That feeling of just not being able to get into our work is one that we all know too well. As enthralling as those funny cat videos on YouTube are, we really should be getting on with it and be productive. So how do we know when it’s time to stop procrastinating and how do we stop? The answers lie in the science of why we procrastinate in the first place.
Why do we procrastinate?
Studies on procrastination have found that this is actually something that is in our genetic code and can run in families. On the genetic level, procrastination is linked to impulsivity and goal management. But that doesn’t mean that the behavior cannot be rectified. The main reasons for procrastination are stress and anxiety. It is proven that procrastination is the brain’s stress reliever and we form a habit from this. Sometimes a task can seem too daunting and we continually put it off. Or the deadline seems so far away that we think we have enough time to keep putting it off… until we realize that the deadline is suddenly right on top of us.

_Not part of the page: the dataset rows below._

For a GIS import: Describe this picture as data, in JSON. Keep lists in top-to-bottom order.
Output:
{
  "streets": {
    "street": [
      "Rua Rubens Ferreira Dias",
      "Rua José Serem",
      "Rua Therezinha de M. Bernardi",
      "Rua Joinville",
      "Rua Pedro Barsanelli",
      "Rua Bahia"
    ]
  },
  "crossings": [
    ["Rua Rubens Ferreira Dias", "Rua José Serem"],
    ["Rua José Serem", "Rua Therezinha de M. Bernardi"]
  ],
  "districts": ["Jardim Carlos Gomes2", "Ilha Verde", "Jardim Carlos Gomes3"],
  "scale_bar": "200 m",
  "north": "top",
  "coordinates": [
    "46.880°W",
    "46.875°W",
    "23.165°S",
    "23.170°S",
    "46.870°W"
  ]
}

In some extreme cases, people have been known to put off important life decisions for years, or never making them at all. This happens because there is no deadline for these decisions and the only consequence of doing nothing about it is our own disappointment.
Steps to stop the habit
Although it runs in our genes and every human being is wired on some level to procrastinate as a response to stress, it affects some worse than others and a bad habit forms. Fortunately, as with any habit, it can be broken.
Set small goals
Planning the day, week, or years ahead and clearly outlining what needs to happen can help to keep you focused and won’t allow for anything to be forgotten. For daily tasks, a step by step checklist works best.
Acknowledge the stress
When you have that feeling that you can’t focus and you are tempted to switch to social media, or some other form of instant gratification entertainment, stop and think about what it is that’s stressing you out.
Count to five and start
After acknowledging the stress and the feeling of wanting to procrastinate, count to five and make a mental choice to start your work. Research tells us that 80% of the time, once a person starts their work, they will keep going because their mindset has changed.
Eat the frog
When starting the day, highlight the most difficult things to do and do them first. Usually, it is these tasks that are stressing us out and causing the procrastination in the first place. Getting the hard tasks out of the way first will free up the mind to work peacefully for the rest of the day.
A life filled with unfinished projects and regret does not have to be our legacies. The research on procrastination is constantly making new discoveries. The better we understand it, the easier it is to overcome it. So don’t put it off any longer, use these steps and break the habit. There’s no time like the present, so why not get it done?